Showing posts with label Garibaldi. Show all posts
Showing posts with label Garibaldi. Show all posts

Wednesday, December 31, 2014

Garibaldi Loves Anita

In October, I did an interview with NPR's legendary producer, Nikki Silva.  I'm hoping to make the final cut, but it was exciting either way!  Silva suggested I update the blog. I'd been re-working the graphic novel significantly, with some epistolary pages penned by the Jesuit-schooled Mei, who becomes Ah Toy's accountant in San Francisco. Here are some of the (raw) sketches from Mei's letter to the revolutionary Giuseppe Garibaldi, who, along with his wife Anita, was at that time an object of global fascination and admiration:

(In real life, Garibaldi is said to have learned all of his considerable horsemanship late in life, and only from his teenaged gaucho wife, who had been abandoned by her first husband.) 
...And in real life, Anita died at Garibaldi's side, in flight from the armies supporting Pope Pius IX. 



Friday, July 27, 2012

You Don't Have To Be Italian To Want To Correct The Historical Record....

(click on image to expand)


In the spring of 2010, I began research for a graphic novel about the 19th-century poaching battles on San Francisco’s Farallon Islands. The monumental devastation wrought by that poaching – and the deadly battles that ensued – eventually led to federal protection of the islands’ fragile ecosystem.

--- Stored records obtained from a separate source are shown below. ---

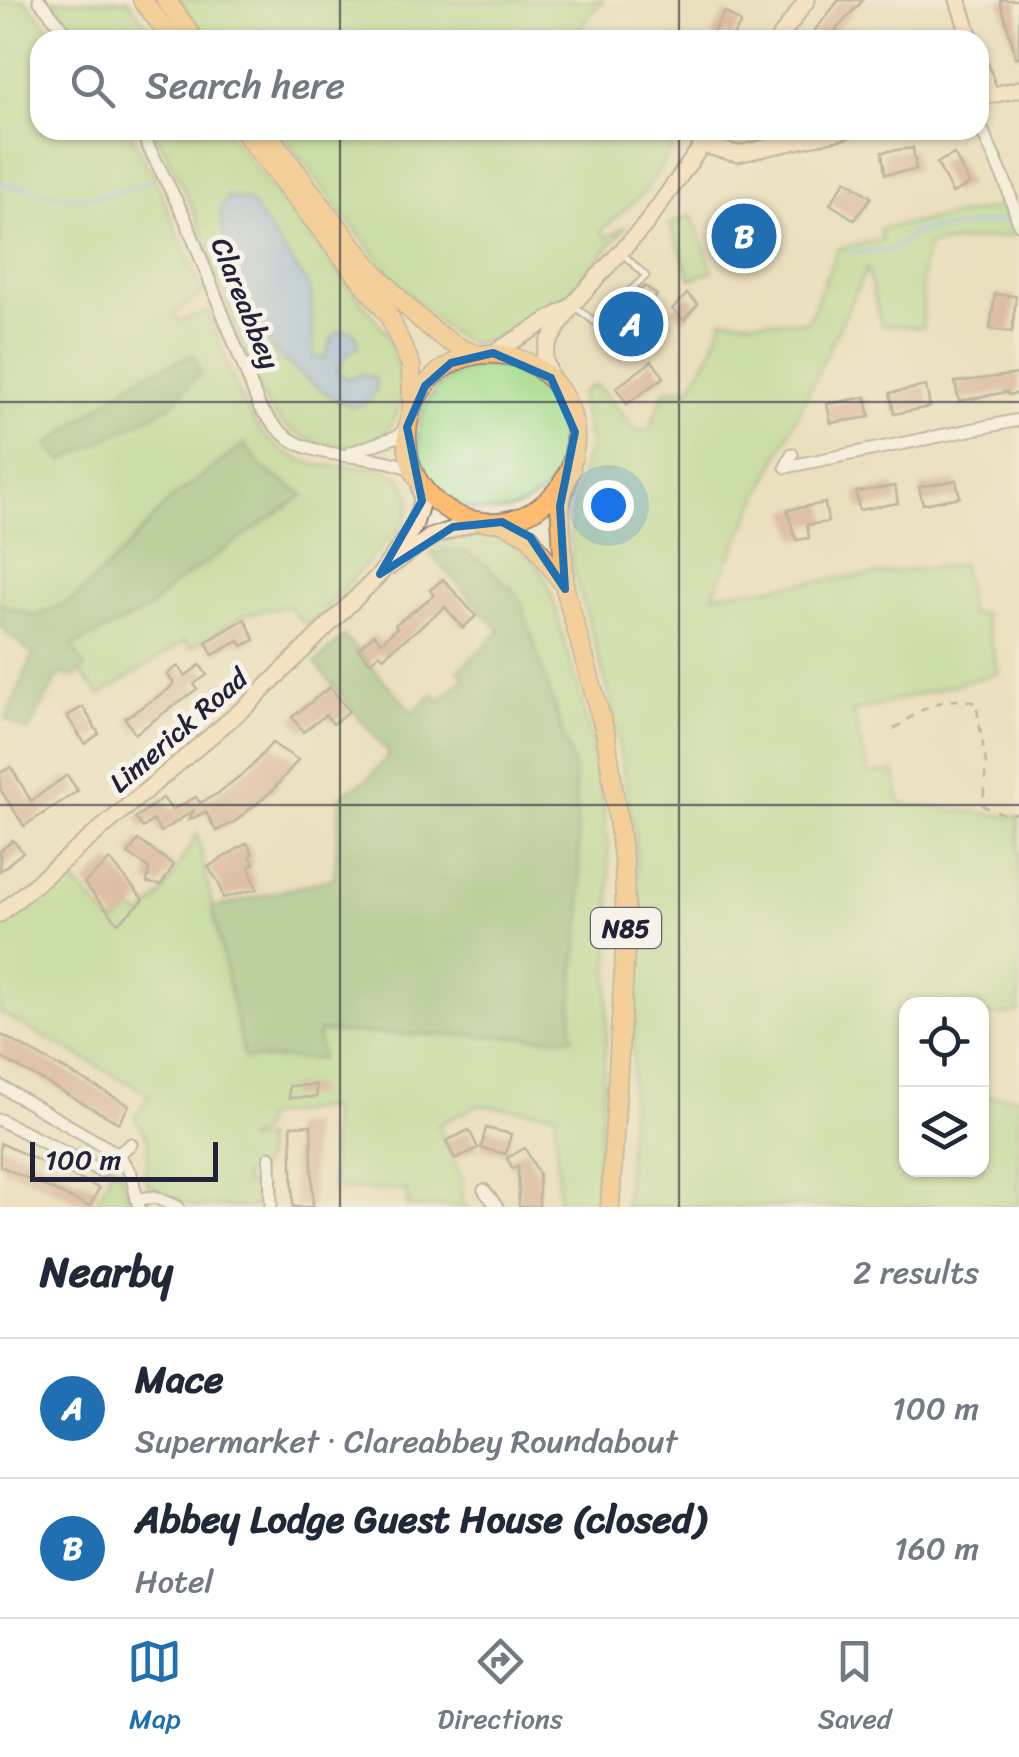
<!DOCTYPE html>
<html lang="en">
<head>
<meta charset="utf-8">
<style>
  :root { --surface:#fff; --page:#f6f6f7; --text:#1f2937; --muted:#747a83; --line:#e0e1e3; --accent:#1f6fb2 }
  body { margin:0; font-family:Sriracha,sans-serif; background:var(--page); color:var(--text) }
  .controls { position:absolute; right:30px; bottom:30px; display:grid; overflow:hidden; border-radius:20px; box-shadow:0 2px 8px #0004 }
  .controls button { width:90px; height:90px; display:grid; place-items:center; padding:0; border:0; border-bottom:2px solid var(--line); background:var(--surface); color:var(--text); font:50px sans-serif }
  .scale { position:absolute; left:30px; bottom:25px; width:188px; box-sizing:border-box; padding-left:10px; border:5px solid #22223b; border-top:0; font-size:28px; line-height:35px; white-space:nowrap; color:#22223b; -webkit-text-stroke:8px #f7f3e8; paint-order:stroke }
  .you { position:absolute; left:608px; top:505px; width:35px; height:35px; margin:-25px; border:8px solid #fff; border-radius:50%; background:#1a73e8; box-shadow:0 0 0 15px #1a73e833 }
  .badge { display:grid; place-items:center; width:65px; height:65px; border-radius:50%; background:var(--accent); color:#fff; font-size:32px; font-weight:700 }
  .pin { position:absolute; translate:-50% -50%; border:5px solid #fff; box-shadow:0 2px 10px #0006 }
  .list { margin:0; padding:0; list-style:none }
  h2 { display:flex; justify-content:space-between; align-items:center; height:130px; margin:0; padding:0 40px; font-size:42px }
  h2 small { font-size:32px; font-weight:400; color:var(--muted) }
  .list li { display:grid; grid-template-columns:65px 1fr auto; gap:30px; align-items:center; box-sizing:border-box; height:140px; padding:0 40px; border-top:2px solid var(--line) }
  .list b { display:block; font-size:38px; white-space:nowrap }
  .list p { margin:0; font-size:32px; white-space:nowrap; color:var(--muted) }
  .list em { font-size:32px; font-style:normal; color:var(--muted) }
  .icon { flex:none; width:55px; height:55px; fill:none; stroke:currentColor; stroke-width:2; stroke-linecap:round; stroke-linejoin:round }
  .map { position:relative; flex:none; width:1019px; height:1207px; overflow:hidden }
  .search { position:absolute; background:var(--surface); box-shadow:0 2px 8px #0004; left:30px; right:30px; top:30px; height:110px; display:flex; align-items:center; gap:25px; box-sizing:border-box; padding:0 35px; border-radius:30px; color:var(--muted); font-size:38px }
  .sheet { height:410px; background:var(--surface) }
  nav { display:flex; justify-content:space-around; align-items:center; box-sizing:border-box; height:140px; border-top:2px solid var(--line); background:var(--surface); font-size:28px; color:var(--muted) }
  nav a { display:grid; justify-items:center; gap:5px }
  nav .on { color:var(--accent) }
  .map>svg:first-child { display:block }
</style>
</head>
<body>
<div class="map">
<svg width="1019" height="1207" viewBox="0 0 1019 1207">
  <rect width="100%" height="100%" fill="#f7f3e8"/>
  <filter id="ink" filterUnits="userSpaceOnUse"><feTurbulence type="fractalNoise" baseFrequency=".01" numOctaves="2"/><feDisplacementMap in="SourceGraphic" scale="20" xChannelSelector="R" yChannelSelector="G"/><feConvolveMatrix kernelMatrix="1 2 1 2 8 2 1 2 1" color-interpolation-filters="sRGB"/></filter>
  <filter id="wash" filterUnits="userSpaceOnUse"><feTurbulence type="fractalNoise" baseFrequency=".0048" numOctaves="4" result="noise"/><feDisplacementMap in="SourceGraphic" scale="40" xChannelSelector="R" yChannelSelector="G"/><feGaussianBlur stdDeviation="2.25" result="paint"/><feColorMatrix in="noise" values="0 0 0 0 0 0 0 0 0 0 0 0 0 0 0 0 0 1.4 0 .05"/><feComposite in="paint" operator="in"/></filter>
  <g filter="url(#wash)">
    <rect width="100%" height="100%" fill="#ebe0be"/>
    <path fill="#a5db8c" stroke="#647e64" stroke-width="2.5" d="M0,0H25L59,40H40V130H128L154,176L203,294L174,313L178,321L209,312C224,351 236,406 266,437C282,453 305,464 327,466C347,469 369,463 388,470C423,484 411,529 385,543L311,624L301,621L288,606L244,615L191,648L185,641L100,695L80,672L84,667L72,646L146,611L173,585L303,494L262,468L244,444L73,600L35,616L0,604Z
      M52,0H128L157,40H85Z
      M179,0H603L570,40H208Z
      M153,130H225L386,332C398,362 411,399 389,428C366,460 301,445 278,419C255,393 246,353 234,321C211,256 190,190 153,130Z
      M279,130H685L642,195L601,230L607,237L626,226C594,265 530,348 473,343C430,339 309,169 279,130Z
      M1004,206L1013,236L928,245L922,271L923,328L881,325L867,268L713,594L962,564L970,614L983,613L999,673L853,712L869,774L895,772L900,803L1019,817V1013L982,1017V1004H906V1170H982V1096L1019,1097V1202L1013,1207H625L639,946L635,837L610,696L572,565L570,534L574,500L590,443L580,397L583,390L596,385L637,430H649L665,391L691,387L710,354L723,319L808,322L838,248L882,240L880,229Z
      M692,215L713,271L691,279L670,224Z
      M418 438a74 74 0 1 1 148 0a74 74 0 1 1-148 0Z
      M483,535C549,546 549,591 566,647C590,724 608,805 610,887C612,994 601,1100 596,1207H559L555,1113L478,1105L438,1125L462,1179L461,1199L468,1207H408L407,1191L333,1189L330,1107L264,1117L262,1130L245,1141L264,1138L265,1160L260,1169L244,1174V1184L263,1186L265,1194L256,1195V1207H194L149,1185L144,1176L148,1160V1139L135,1118L149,1094L0,1013V930L67,874L112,922L118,923L133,909L141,917L163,894L197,833L245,1058L321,1059L317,1032L572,1038L574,769L519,596L445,550L431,555L432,545L456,537Z
      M80,1141C108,1158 129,1171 129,1207H96L112,1168L75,1150L72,1147Z"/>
    <path fill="#84bb78" stroke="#536e5a" stroke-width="2.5" d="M193,355L201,373L170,406L63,461L47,445L139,377Z
      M245,444L262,468L304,495L173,585L146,611L72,646L85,667L75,677L60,674L28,732L6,719L33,655L0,627V604L36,616L73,600L117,558L171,499Z
      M445,550H462L485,564L519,596L574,769L582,912L573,984L572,1038L318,1032L321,1059L244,1058L212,908L334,878L340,796L369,778L389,754L315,663L344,636L413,712L433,694L440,700L465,677L458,670L500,631L431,555Z"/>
    <path fill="#84b5f0" stroke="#536c96" stroke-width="2.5" d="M229,196L249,201L307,284L311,294L314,358L325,359L333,336L343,330L356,334L359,346L345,356L337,371L346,379L364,374L375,379L377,388C372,397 366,406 354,406C338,406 282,362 272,348C248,314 237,266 221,226V208Z"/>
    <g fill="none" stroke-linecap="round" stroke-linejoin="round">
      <path stroke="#84b5f0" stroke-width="4" d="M0,183C63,194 84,210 147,181
        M851,252L892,251L915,232L1013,220"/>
    </g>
    <g id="blocks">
      <path fill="#cd9683" d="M839,0H863L835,31L839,34L835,40H807Z
        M1000,0H1019V57H1016Z
        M725,12L741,23L732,38L726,34L719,40L711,35Z
        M913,148L916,170L885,174L882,152Z
        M954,154L970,184L952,193L937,163Z
        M846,180L871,197L855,220L830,204Z
        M767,215L775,239L721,258L712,234Z
        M645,286L657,295L643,315L649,331L620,340L612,315Z
        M687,294L698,304L684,320L672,309Z
        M995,294L1016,296L1012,332L990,329Z
        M652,361L664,377L627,404L616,388Z
        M1019,374V393L1008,395L1007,392L959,401L955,382Z
        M926,386L930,407L894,414L890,393Z
        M866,397L870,417L831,423L827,404Z
        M956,480L960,497L923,504L919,487Z
        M895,486L898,503L859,510L856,492Z
        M825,503L828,522L807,525L809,538L796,540L787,510Z
        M443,579L476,616L463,628L445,607L383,657L380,653L370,662L358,649L374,634L381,642L397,628L395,625L434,595L430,590Z
        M245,619L255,640L242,646L239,641L213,655L206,642Z
        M200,665L207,675L194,684L197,689L135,734L125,718L169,689L174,683L167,674L178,666L185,676Z
        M330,687L349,711L333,724L326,715L303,732L292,717Z
        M83,707L99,734L85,744L67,716Z
        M272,743L298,760L272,791L233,823L216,831L206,812L189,820L193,811L161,832L153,820L143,828L135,818L163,798L172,810L196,797L200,803L217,794L251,767Z
        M11,767L31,801L67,775L78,791L24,826L0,789V773Z
        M13,840L23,852L0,871V851Z
        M138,840L174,865L161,885L147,883L149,868L128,854Z
        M247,843L253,854L250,856L254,863L249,867L257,889L223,898L219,883L208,867Z
        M110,860L144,900L118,923L84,883Z
        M0,1034L129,1105L119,1123L0,1057Z
        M316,1085L317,1097L289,1098V1086Z
        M311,1125L313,1207H293L291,1126Z
        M486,1128L511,1134L506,1154L481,1148Z
        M469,1130L478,1148L455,1159L446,1141Z
        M0,1143L99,1188L90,1207L0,1166Z
        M525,1148L539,1174V1207H519L518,1166L513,1169L507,1158Z"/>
    </g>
  </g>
  <g filter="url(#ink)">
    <use href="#blocks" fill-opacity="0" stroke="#86817c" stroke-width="2.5"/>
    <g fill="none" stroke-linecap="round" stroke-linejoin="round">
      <g stroke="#86817c" stroke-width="9">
        <path id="lane" d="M573,305L595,322L646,276L623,254"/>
      </g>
      <g stroke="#86817c" stroke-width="15">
        <path id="street" d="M39,0L72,40
          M979,123L1007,186L1019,224
          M140,130L185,218L260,408C267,416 274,426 282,433C318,464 372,450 413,470
          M350,453L398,436L407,427
          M792,454L786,467L1019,420
          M0,1086L118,1154L131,1174L139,1207
          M0,1120L101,1171
          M118,1154L131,1144
          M270,1157L271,1207
          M484,1190L497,1207
          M138,1199L155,1197L178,1207"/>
      </g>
      <g stroke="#86817c" stroke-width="19">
        <path id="secondary" d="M958,0L971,40
          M778,40L807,0
          M979,63L990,95
          M979,98L1019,89
          M702,145L738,154L846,130
          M493,353L567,309
          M551,378L544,357L548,343L573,304L645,225L713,130
          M391,566L430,537L479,521
          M0,914L251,702L380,574L414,527L422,501L419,482"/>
      </g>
      <g stroke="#86817c" stroke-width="21">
        <path id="primary" d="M142,0L173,40
          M166,0L195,40
          M242,130L388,314L411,365L412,407
          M265,130C312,190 406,334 476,354
          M407 438a84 84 0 1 1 168 0a84 84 0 1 1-168 0Z
          M571,469L560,506L565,589L606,736L624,864L626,935L610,1207
          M502,522L530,537L563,584"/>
      </g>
      <path stroke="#86817c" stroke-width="2.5" stroke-dasharray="8 8" stroke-linecap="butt" d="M894,729C921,710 943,693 976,703L986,763L983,806L1004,814L1019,813"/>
      <use href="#lane" stroke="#fff" stroke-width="5"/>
      <use href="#street" stroke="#fff" stroke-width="11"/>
      <use href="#secondary" stroke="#fee4c6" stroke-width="15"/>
      <use href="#primary" stroke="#fdbc70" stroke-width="18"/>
    </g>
  </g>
  <path d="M0 0H1019V1207H0ZM493,353L551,378L575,432L560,506L565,589L530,537L502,522L453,527L380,574L422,501L407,427L425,386L451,363Z" fill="#ebe0be" fill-opacity=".55" fill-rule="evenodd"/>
  <path fill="none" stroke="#1f6fb2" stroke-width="8" stroke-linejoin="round" d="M493,353L551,378L575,432L560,506L565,589L530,537L502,522L453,527L380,574L422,501L407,427L425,386L451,363Z"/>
  <path fill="none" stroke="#22223b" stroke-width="2.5" stroke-opacity="0.55" d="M340,0V40M679,0V40M340,130V1207M679,130V1207M0,402H1019M0,805H1019"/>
  <g text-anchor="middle" stroke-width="10" stroke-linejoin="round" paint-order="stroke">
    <rect fill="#f7f3e8" stroke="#62616f" stroke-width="2.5" x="591" y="908" width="70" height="40" rx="8"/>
    <g font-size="25" font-weight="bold" fill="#22223b">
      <text x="626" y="937">N85</text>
    </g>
    <g font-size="28" fill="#22223b" stroke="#f7f3e8">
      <text transform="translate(246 303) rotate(68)" y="10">Clareabbey</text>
      <text transform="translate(178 730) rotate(-41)" y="10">Limerick Road</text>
    </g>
  </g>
</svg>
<div class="controls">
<button><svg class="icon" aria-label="locate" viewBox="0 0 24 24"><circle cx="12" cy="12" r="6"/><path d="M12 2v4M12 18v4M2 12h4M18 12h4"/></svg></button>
<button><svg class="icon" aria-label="layers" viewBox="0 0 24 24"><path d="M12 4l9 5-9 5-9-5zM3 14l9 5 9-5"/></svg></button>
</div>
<div class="scale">100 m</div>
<div class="you"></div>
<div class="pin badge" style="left:631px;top:324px">A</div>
<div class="pin badge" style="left:744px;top:236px">B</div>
<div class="search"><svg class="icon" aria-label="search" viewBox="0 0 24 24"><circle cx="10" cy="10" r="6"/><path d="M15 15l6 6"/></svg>Search here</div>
</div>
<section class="sheet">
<h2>Nearby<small>2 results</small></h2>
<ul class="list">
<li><span class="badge">A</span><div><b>Mace</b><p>Supermarket · Clareabbey Roundabout</p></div><em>100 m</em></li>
<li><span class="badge">B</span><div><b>Abbey Lodge Guest House (closed)</b><p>Hotel</p></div><em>160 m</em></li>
</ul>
</section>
<nav>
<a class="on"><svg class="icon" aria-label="map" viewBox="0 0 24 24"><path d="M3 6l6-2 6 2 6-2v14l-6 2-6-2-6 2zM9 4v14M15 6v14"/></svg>Map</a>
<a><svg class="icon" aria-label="directions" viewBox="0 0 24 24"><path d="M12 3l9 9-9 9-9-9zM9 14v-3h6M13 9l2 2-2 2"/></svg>Directions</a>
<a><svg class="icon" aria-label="saved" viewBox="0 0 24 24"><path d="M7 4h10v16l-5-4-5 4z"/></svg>Saved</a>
</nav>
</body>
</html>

Many of the archival documents characterized the poachers as Italian immigrants with criminal backgrounds. And as recently as 2005, author Susan Casey described the poachers as “mafioso” in her best-selling non-fiction book, The Devil’s Teeth.

Yet the larger historical record shows that Italian immigrants in San Francisco had a lower crime rate during that era than their European and Anglo-American peers.  The archives also document their commitment to Giuseppe Garibaldi’s visionary ideals, including his pro-feminist, anti-slavery and anti-Vatican positions.

The weapons of choice in the Italian-American community of 19th-century San Francisco weren’t firearms or knives, but newspaper editorials and fundraising drives.

Would this population really be likely to risk their lives fighting other men for the privilege of collecting seabird eggs on the Farallon Islands? And how did their progressive ideals fit into the larger history of wildlife conservation in California?

Garibaldi and the Farallon Egg War attempts to answer that question by taking a panoramic view of the forgotten progressivism of 19th-century San Francisco – and its obverse. From abolitionist Italian aristocrats to groundbreaking amateur scientists to French arms dealers to the desperate skirmishes on the Farallon Islands, the question is asked: If we had fulfilled Garibaldi’s goal of taking greater care of mankind, would mankind then have taken greater care of the wild?

My illustrated reports have previously been published in The New Yorker Magazine, The New York Times Magazine, and The New York Observer. Over the past year I have compiled a truly unique set of historical documents regarding both the Farallon battles and San Francisco’s 19th-century community, which serve as the basis for the graphic novel’s narrative.  An earlier version of Garibaldi and The Farallon Egg War was warmly received in its debut at the California Academy of Sciences in October 2010, and at The Randall Museum in August, 2011 as part of their Natural History Lecture Series.